> [What you have to do] Your response should reproduce every line of the entries that contains the word "ციხისძირის".
--- Data to use ---
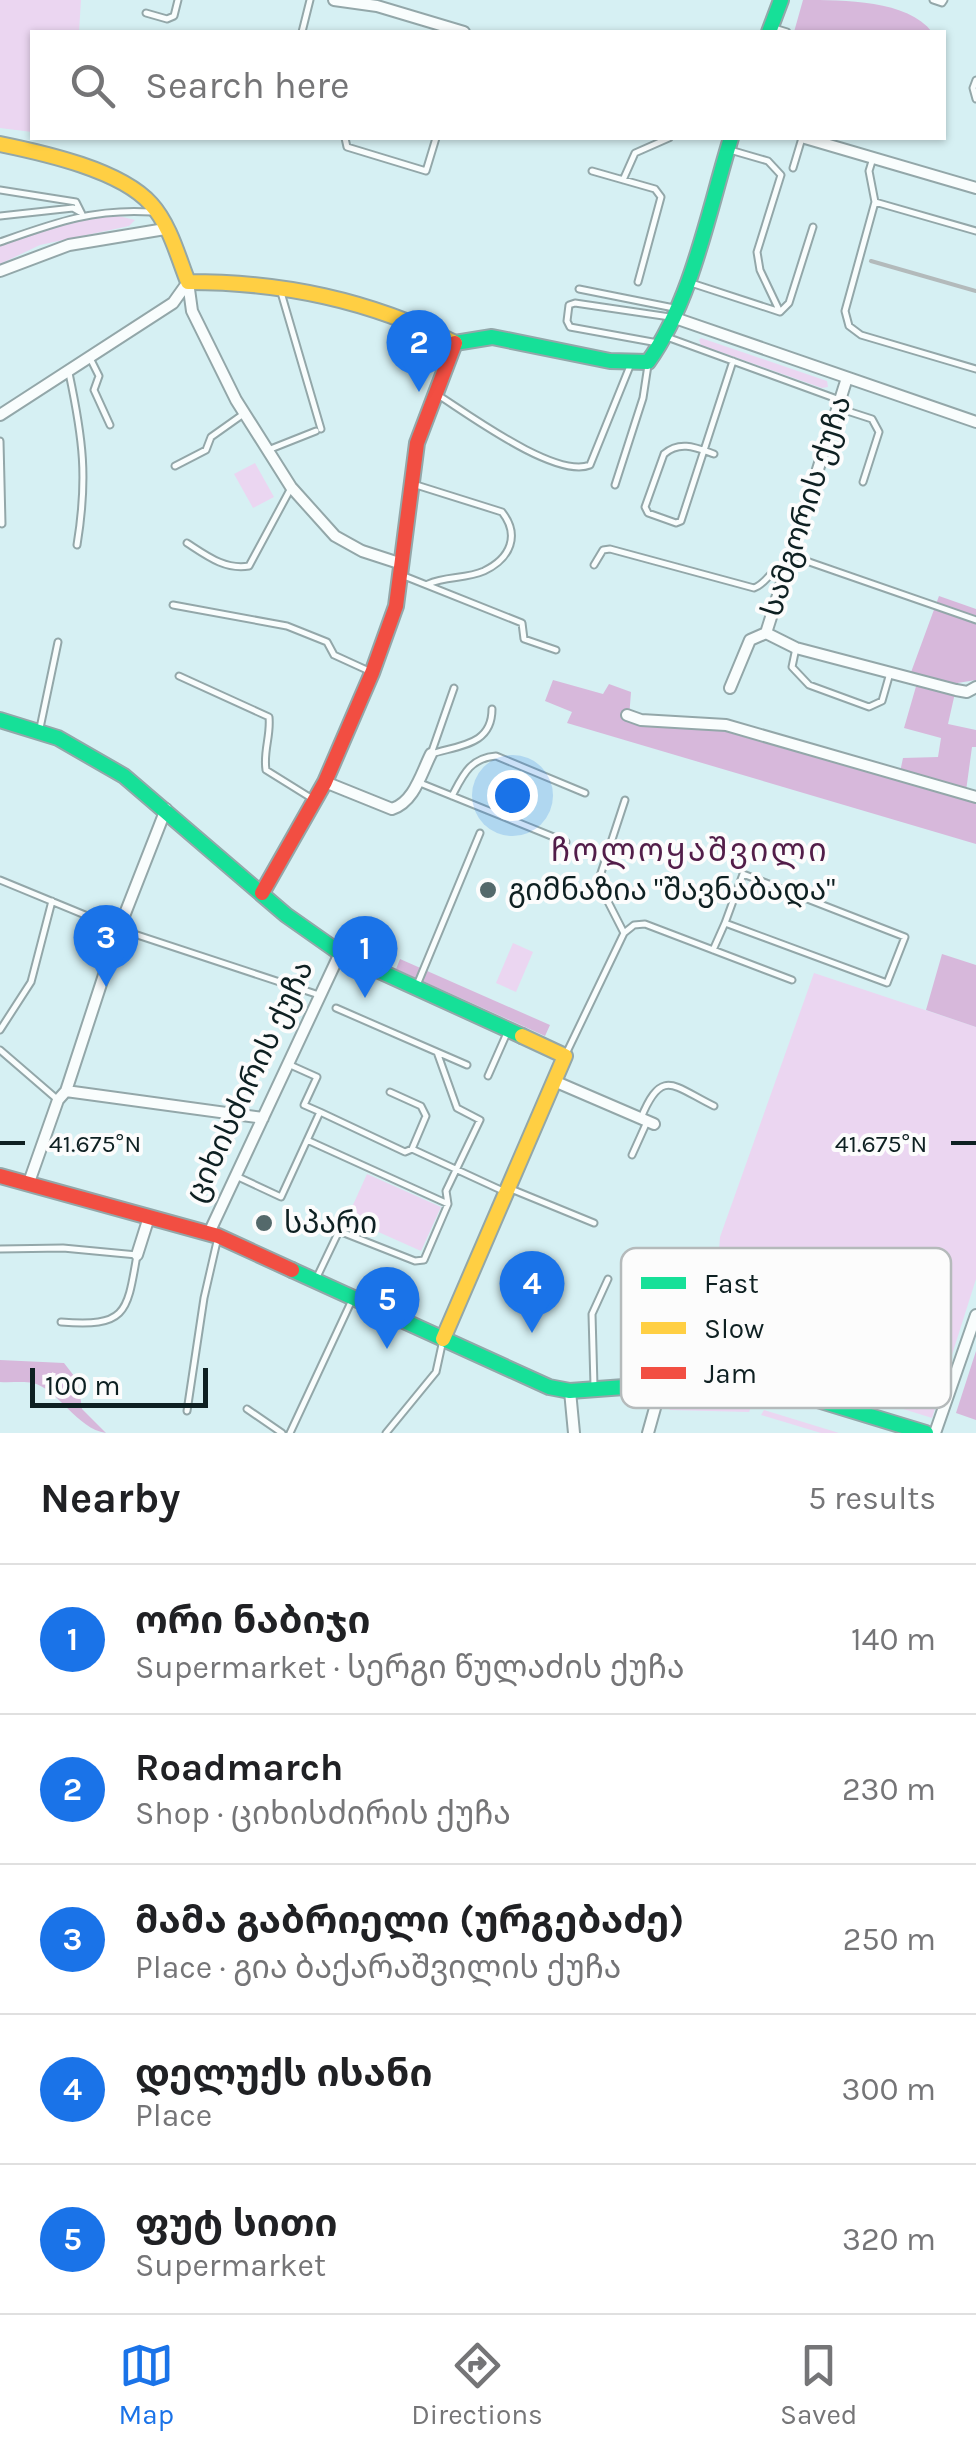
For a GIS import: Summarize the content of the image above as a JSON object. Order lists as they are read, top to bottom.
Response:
{
  "streets": {
    "street": ["სამგორის ქუჩა", "ციხისძირის ქუჩა"]
  },
  "districts": ["ჩოლოყაშვილი"],
  "places": ["გიმნაზია \"შავნაბადა\"", "სპარი"],
  "legend": ["Fast", "Slow", "Jam"],
  "scale_bar": "100 m",
  "page": {
    "search": "Search here",
    "pins": [
      "2",
      "3",
      "1",
      "4",
      "5"
    ],
    "scale": "100 m",
    "heading": ["Nearby", "5 results"],
    "list": [
      {
        "mark": "1",
        "name": "ორი ნაბიჯი",
        "note": "Supermarket · სერგი წულაძის ქუჩა",
        "value": "140 m"
      },
      {
        "mark": "2",
        "name": "Roadmarch",
        "note": "Shop · ციხისძირის ქუჩა",
        "value": "230 m"
      },
      {
        "mark": "3",
        "name": "მამა გაბრიელი (ურგებაძე)",
        "note": "Place · გია ბაქარაშვილის ქუჩა",
        "value": "250 m"
      },
      {
        "mark": "4",
        "name": "დელუქს ისანი",
        "note": "Place",
        "value": "300 m"
      },
      {
        "mark": "5",
        "name": "ფუტ სითი",
        "note": "Supermarket",
        "value": "320 m"
      }
    ],
    "nav": ["Map", "Directions", "Saved"]
  },
  "coordinates": ["41.675°N"]
}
---
> [Expected answer]
    "street": ["სამგორის ქუჩა", "ციხისძირის ქუჩა"]
        "note": "Shop · ციხისძირის ქუჩა",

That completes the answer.